NPE under load
I did some stress testing using web sockets and I get a NullPointerException sometimes.
edu_gemini_seqexec_web_server[ERROR] java.lang.NullPointerException
edu_gemini_seqexec_web_server[ERROR] at org.http4s.blaze.util.BufferTools$.go$3(BufferTools.scala:194)
edu_gemini_seqexec_web_server[ERROR] at org.http4s.blaze.util.BufferTools$.areDirectOrEmpty(BufferTools.scala:202)
edu_gemini_seqexec_web_server[ERROR] at org.http4s.blaze.channel.nio1.NIO1SocketServerGroup$SocketChannelHead.performWrite(NIO1SocketServerGroup.scala:221)

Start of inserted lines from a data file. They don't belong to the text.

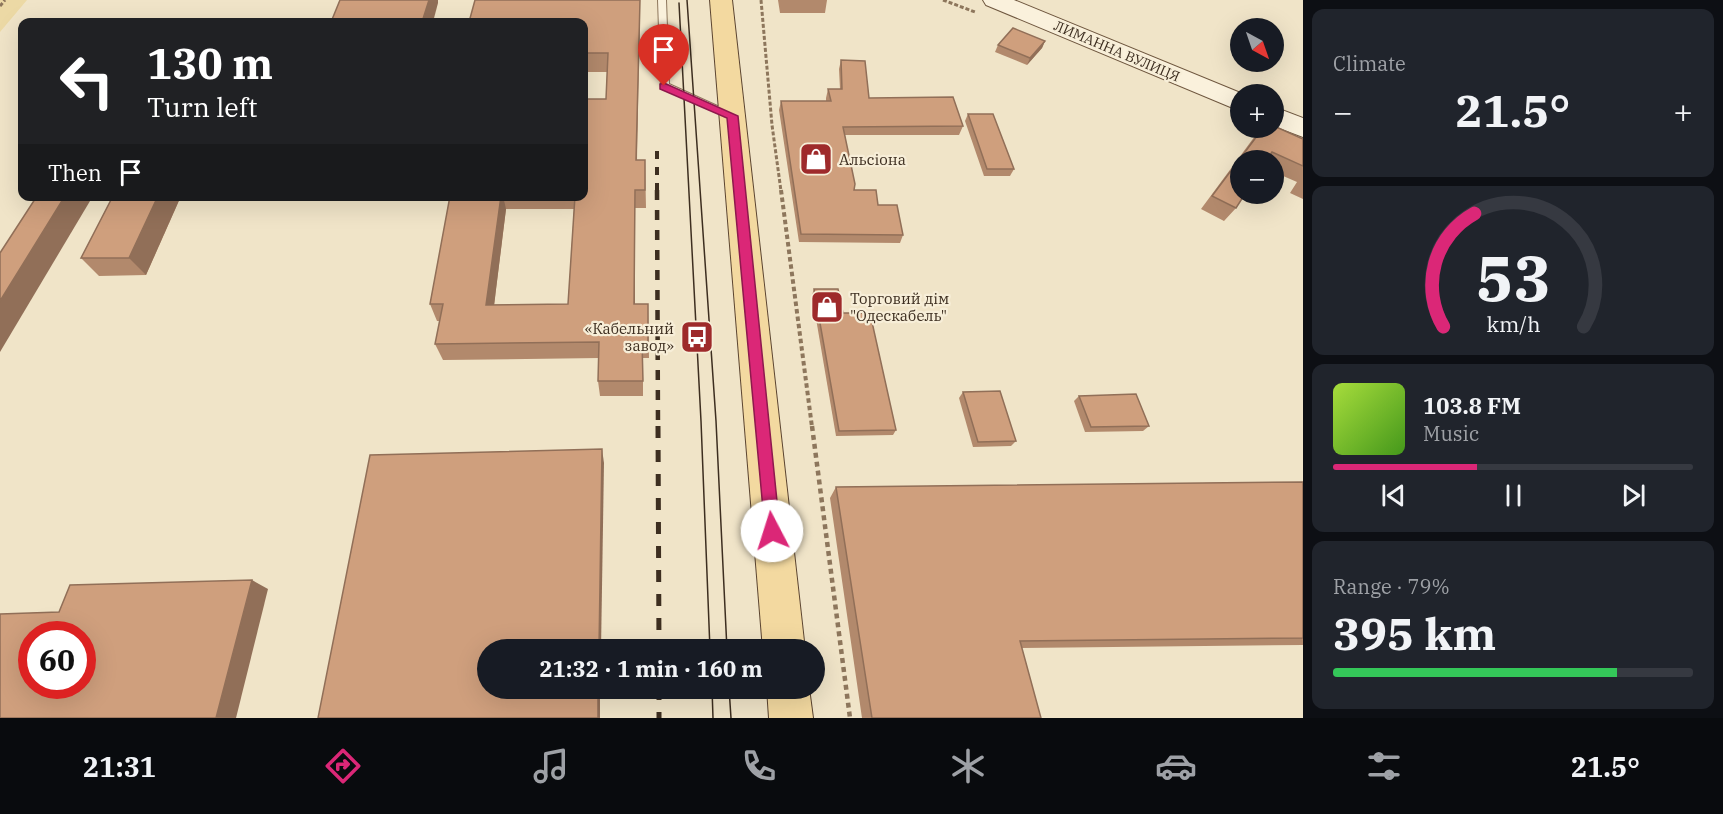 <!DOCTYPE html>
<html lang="en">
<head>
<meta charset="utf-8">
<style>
	:root { --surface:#171b24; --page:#20242c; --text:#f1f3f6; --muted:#9ea1a6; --line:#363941; --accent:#db2777 }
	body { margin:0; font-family:"IBM Plex Serif",serif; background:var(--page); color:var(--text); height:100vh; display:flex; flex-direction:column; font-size:22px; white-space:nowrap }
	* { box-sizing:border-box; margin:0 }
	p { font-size:20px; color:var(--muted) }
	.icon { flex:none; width:33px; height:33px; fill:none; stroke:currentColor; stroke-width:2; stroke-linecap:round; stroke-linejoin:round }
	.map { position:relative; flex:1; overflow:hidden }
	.details { display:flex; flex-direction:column; gap:9px; padding:9px; background:#0d0f14; width:420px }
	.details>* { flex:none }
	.top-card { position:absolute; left:18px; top:18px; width:570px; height:183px; border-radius:12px; box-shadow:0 6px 24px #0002; background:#202124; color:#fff; overflow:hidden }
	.needle { width:39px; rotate:140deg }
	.buttons { position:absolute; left:1230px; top:18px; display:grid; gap:12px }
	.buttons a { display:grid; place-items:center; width:54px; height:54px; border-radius:50%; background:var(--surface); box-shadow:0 6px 24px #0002; font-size:30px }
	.speed { position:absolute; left:18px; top:621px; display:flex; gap:12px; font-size:30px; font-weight:700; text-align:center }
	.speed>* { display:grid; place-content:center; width:78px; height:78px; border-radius:50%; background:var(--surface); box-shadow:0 6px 24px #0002; line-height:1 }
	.speed .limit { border:9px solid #d22; background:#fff; color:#111 }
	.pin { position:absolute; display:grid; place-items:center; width:51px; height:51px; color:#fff; margin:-62px -26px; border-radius:50% 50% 50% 0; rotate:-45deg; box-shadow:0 0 6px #0007 }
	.pin .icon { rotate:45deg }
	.me { position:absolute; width:66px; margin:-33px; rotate:355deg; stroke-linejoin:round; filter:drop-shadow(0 0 4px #0008) }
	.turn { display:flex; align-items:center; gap:21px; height:126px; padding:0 30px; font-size:27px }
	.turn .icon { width:78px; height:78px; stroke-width:2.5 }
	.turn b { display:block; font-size:42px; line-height:51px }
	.then { display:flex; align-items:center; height:57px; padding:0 30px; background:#0003; gap:12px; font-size:22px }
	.big { font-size:45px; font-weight:800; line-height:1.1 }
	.details .tile { flex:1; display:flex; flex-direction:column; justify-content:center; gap:9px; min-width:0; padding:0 21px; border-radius:12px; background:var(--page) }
	.details .dial { align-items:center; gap:0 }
	.dial svg { height:156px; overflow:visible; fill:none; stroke:var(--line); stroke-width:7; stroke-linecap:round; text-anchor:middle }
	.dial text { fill:var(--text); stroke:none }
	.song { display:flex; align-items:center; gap:18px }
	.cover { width:72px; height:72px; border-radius:9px; background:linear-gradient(135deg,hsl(80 70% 55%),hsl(100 70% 35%)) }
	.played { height:6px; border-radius:3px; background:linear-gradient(90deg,var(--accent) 40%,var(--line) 40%) }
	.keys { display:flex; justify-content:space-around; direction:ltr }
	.heat { display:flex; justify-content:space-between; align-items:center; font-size:33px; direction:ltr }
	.charge { height:9px; border-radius:4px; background:linear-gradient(90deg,#34c759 79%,var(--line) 0) }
	.trip { position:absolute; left:477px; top:639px; width:348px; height:60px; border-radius:30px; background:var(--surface); box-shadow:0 6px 24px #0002; font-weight:800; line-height:60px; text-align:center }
	.menu { display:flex; height:96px; justify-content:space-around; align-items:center; background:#090b0e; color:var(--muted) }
	.menu .icon { width:42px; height:42px }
	.menu .on { color:var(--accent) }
	.menu b { font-size:27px; color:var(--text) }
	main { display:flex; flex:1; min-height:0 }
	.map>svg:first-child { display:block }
</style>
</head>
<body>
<main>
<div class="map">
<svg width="1303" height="718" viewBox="0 0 1303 718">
	<rect width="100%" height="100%" fill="#f0e4c8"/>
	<!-- sand -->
	<polygon fill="#ecd9a5" points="0,0 27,0 0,32"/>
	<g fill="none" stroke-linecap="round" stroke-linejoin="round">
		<!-- lane casing -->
		<g stroke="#8d765c" stroke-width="2">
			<polygon id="lane" points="658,0 666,0 669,84 735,114 735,118 729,118 661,88"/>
		</g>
		<!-- secondary casing -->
		<g stroke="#6f573f" stroke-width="2">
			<g id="secondary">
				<polygon points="983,0 1014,0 1243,94 1240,94 1240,111 986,5"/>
				<polygon points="1274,107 1303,118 1303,137 1274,126"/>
			</g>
		</g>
		<!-- primary casing -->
		<g stroke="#5b4430" stroke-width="2">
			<g id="primary">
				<polygon points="710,0 732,0 805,650 763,650"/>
				<polygon points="767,688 809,688 813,718 769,718"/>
			</g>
		</g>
		<!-- path-far2 -->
		<g stroke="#8d765c" stroke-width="3" stroke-dasharray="4 2" stroke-linecap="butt">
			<polyline points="761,0 772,125 781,191"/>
			<polyline points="943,0 975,12"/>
			<polyline points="0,6 5,0"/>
			<polyline points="1246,128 1261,134"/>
		</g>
		<!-- path-far1 -->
		<polyline stroke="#8d765c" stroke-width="4" stroke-dasharray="4.5 3" stroke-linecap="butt" points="781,190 812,427"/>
		<!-- path -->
		<polyline stroke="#8d765c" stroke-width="4.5" stroke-dasharray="5 4" stroke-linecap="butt" points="812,426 850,718"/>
		<!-- lane -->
		<use href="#lane" fill="#faf1dc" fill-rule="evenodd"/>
		<!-- secondary -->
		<use href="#secondary" fill="#faf1dc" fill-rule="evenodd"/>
		<!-- primary -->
		<use href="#primary" fill="#f3d9a0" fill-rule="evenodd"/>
		<!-- tram -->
		<g stroke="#3d2e20" stroke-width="1.5">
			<polyline points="687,0 716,421 727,650"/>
			<polyline points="679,3 701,421 710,650"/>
			<polyline points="712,688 713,718"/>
			<polyline points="729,688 731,718"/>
		</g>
		<!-- rail-far2 -->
		<polyline stroke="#3d2e20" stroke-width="4" stroke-dasharray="8 8" stroke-linecap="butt" points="657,151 657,191"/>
		<!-- rail-far1 -->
		<polyline stroke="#3d2e20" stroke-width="4.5" stroke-dasharray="10 10" stroke-linecap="butt" points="657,190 658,427"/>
		<!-- rail -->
		<g stroke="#3d2e20" stroke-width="5" stroke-dasharray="12 12" stroke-linecap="butt">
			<polyline points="658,426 659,650"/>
			<polyline points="659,688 659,718"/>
		</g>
	</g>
	<!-- wall -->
	<g fill="#b2896c" fill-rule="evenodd">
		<path d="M475 0H640L637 160H645L646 208H635V304H648L649 358H643V396H600L598 381 599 358 443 360 435 344 440 321H437L430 304 450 196H584L606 99 607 72H584V22ZM506 209H574L568 304 494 305Z"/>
		<polygon points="778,0 827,0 825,13 780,13"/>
		<polygon points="1045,41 1042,48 1027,65 995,52 998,45"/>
		<polygon points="841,60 869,98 963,126 959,135 845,135 854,190 878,205 903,235 900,243 799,242 779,110 781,101 826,101 826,98 828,89 840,89 839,69"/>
		<polygon points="968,114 1014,169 1010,176 984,176 965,121"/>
		<polygon points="1262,128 1274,128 1303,139 1303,199 1290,193 1297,182 1274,172 1274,160 1240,160 1236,208 1224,221 1201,209 1255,136"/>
		<polygon points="113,196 181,196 146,275 99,276 81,258"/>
		<polygon points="814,289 843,313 896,430 893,435 836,436 812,295"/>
		<polygon points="963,392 1016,441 1011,446 973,447 959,398"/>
		<polygon points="1079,396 1149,426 1143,431 1085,432 1074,401"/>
		<polygon points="1303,482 1303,645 1022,648 1041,718 862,718 830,498 836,487"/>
	</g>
	<!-- shaded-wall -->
	<g fill="#916f58">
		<polygon points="429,0 438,0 438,3 433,22 422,22"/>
		<polygon points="640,0 636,179 636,160"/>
		<polygon points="1045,41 1042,48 1027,65 1030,58"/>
		<polygon points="635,190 635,321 634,304"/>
		<polygon points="65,196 93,196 0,352 0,301"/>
		<polygon points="158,196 181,196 146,275 129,258"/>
		<polygon points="501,196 503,196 506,209 492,322 486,305"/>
		<polygon points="602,449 604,463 601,650 599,650"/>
		<polygon points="252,580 268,589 236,718 216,718"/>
		<rect x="598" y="688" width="2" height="30"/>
	</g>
	<!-- building -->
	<g fill="#cf9f7d" stroke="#916f58" stroke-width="1.5" fill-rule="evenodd">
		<polygon points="340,0 429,0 422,22 331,22"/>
		<polygon points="475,0 640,0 636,160 645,160 645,190 635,190 634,304 648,304 648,342 642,342 643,381 598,381 599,342 435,344 443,304 430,304 450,196 501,196 486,305 568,304 575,196 584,196 584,99 606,99 608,53 584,53 584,22 469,22"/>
		<polygon points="1013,28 1045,41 1030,58 998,45"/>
		<polygon points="841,60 865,61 869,98 953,97 963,126 843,127 855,184 854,190 876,190 878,205 897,205 903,235 801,234 781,101 831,101 828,89 842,89"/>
		<polygon points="968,114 993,114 1014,169 987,169"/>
		<polygon points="1274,126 1303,139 1303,166 1272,152 1267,160 1240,160 1240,194 1245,194 1236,208 1212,196 1263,128 1274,128"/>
		<polygon points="37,196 65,196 0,301 0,253"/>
		<polygon points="113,196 158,196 129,258 81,258"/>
		<polygon points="814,289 838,289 843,313 870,313 896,430 839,431"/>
		<polygon points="1000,391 1016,441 978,442 963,392"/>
		<polygon points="1136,394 1149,426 1091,427 1079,396"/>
		<polygon points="602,449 599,650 488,650 488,688 598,688 598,718 318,718 370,455"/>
		<polygon points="1303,482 1303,638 1020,641 1041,718 872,718 836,487"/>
		<path d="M252 580 216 718H0V614L59 612 70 585ZM32 634H82V686H32Z"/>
	</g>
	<!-- route -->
	<polygon fill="#db2777" stroke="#8e194d" stroke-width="1.5" points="664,83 738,116 780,531 778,536 772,538 767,536 765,531 727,118 660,89 660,84"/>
	<!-- icons -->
	<defs>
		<g id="shop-square" transform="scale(1.725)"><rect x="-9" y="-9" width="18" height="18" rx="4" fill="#9e2a2b" stroke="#f7eed8"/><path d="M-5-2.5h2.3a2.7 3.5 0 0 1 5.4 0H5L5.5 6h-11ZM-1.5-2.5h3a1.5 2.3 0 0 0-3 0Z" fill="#fff"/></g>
		<g id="bus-square" transform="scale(1.725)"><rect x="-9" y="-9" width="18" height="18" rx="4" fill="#9e2a2b" stroke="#f7eed8"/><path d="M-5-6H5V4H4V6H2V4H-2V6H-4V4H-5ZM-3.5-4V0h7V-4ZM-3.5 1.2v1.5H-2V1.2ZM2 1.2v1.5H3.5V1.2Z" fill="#fff"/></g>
	</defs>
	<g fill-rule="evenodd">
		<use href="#shop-square" x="816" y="159"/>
		<use href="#shop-square" x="827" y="307"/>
		<use href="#bus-square" x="697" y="337"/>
	</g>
	<g text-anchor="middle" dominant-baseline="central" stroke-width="4.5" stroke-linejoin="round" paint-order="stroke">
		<!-- far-street labels -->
		<g font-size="14" fill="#3d2e20" stroke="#f7eed8">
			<text transform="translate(1117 51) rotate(23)">ЛИМАННА ВУЛИЦЯ</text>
		</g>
		<!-- poi labels -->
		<g font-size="15" fill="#3d2e20" stroke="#f7eed8" text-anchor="start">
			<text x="839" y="159">Альсіона</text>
			<text x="850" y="298">Торговий дім<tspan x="850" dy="17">"Одескабель"</tspan></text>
			<text x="674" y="328" text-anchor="end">«Кабельний<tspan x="674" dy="17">завод»</tspan></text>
		</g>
	</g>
</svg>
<div class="buttons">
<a><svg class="needle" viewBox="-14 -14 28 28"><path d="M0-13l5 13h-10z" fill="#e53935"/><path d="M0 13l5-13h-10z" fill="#9ea1a6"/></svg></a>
<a>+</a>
<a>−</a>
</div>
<div class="speed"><div class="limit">60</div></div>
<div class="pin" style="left:664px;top:86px;background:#d93025"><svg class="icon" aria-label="arrive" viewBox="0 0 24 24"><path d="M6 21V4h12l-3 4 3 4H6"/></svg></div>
<svg class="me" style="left:772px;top:531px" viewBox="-20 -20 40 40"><circle r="19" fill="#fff"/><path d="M0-13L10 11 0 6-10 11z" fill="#db2777"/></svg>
<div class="trip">21:32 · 1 min · 160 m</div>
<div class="top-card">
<div class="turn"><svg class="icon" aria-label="left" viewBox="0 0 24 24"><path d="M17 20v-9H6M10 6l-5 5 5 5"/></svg><div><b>130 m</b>Turn left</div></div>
<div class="then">Then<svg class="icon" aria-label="arrive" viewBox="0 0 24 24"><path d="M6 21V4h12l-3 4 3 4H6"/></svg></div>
</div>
</div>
<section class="details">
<div class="tile"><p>Climate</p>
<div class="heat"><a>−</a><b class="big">21.5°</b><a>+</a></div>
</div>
<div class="tile dial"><svg viewBox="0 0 100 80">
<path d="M14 69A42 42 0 1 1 86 69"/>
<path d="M14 69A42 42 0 0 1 30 11" stroke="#db2777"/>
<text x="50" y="56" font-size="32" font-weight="700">53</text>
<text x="50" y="72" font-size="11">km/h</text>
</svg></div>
<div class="tile">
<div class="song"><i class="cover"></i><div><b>103.8 FM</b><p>Music</p></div></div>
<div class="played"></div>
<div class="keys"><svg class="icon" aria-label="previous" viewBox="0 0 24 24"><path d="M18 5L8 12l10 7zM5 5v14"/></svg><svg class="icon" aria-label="pause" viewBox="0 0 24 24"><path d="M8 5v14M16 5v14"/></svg><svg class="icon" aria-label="next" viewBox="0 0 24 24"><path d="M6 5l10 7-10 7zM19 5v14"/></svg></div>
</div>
<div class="tile"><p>Range · 79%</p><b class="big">395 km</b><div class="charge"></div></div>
</section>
</main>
<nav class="menu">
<b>21:31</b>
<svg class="icon on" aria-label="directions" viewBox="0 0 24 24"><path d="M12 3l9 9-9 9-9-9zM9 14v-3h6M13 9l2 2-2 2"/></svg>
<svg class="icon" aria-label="music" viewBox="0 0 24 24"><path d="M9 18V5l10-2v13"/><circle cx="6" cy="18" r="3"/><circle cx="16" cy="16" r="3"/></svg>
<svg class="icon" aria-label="phone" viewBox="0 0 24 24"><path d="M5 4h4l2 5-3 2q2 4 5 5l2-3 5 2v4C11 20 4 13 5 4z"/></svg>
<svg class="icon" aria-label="climate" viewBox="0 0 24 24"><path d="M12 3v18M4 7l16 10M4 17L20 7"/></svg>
<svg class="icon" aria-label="car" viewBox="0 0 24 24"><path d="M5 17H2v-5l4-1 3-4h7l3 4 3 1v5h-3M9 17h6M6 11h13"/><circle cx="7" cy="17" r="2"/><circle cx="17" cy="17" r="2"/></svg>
<svg class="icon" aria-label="filters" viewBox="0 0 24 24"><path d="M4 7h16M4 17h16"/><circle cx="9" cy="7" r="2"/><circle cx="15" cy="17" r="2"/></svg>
<b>21.5°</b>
</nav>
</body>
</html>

edu_gemini_seqexec_web_server[ERROR] at org.http4s.blaze.channel.nio1.NIO1HeadStage.writeReady(NIO1HeadStage.scala:102)
edu_gemini_seqexec_web_server[ERROR] at org.http4s.blaze.channel.nio1.SelectorLoop.run(SelectorLoop.scala:131)
I'm testing this using http4s version 0.16.x and running several simultaneous clients using artillery
This seems likely considering error rates seen in the TechEmpower benchmarks for both Http4s and Blaze. Just had never been able to reproduce locally.
Maybe I can reproduce my test with a minimal example, let me try to get that done soon
I wonder if at high load write interests are leaking through even after a socket has been unregistered interest in the write operation. If so, https://github.com/http4s/blaze/blob/v0.12.6/core/src/main/scala/org/http4s/blaze/channel/nio1/NIO1HeadStage.scala#L101 would end up with a null.
I can reproduce it agains http4s' BlazeWebSocketExample running from sbt using artillery and the configuration file below with the command
artillery run wsstress.yml
Note that I see the NPE on the release-0.16.x branch but not on master
wsstress.yml:
config:
target: "ws://localhost:8080/http4s/ws"
phases:
-
duration: 120
arrivalRate: 50
rampTo: 100
ws:
# Ignore SSL certificate errors
# - useful in *development* with self-signed certs
rejectUnauthorized: false
scenarios:
-
engine: "ws"
flow:
-
send: "hello"
-
think: 1
-
send: "world"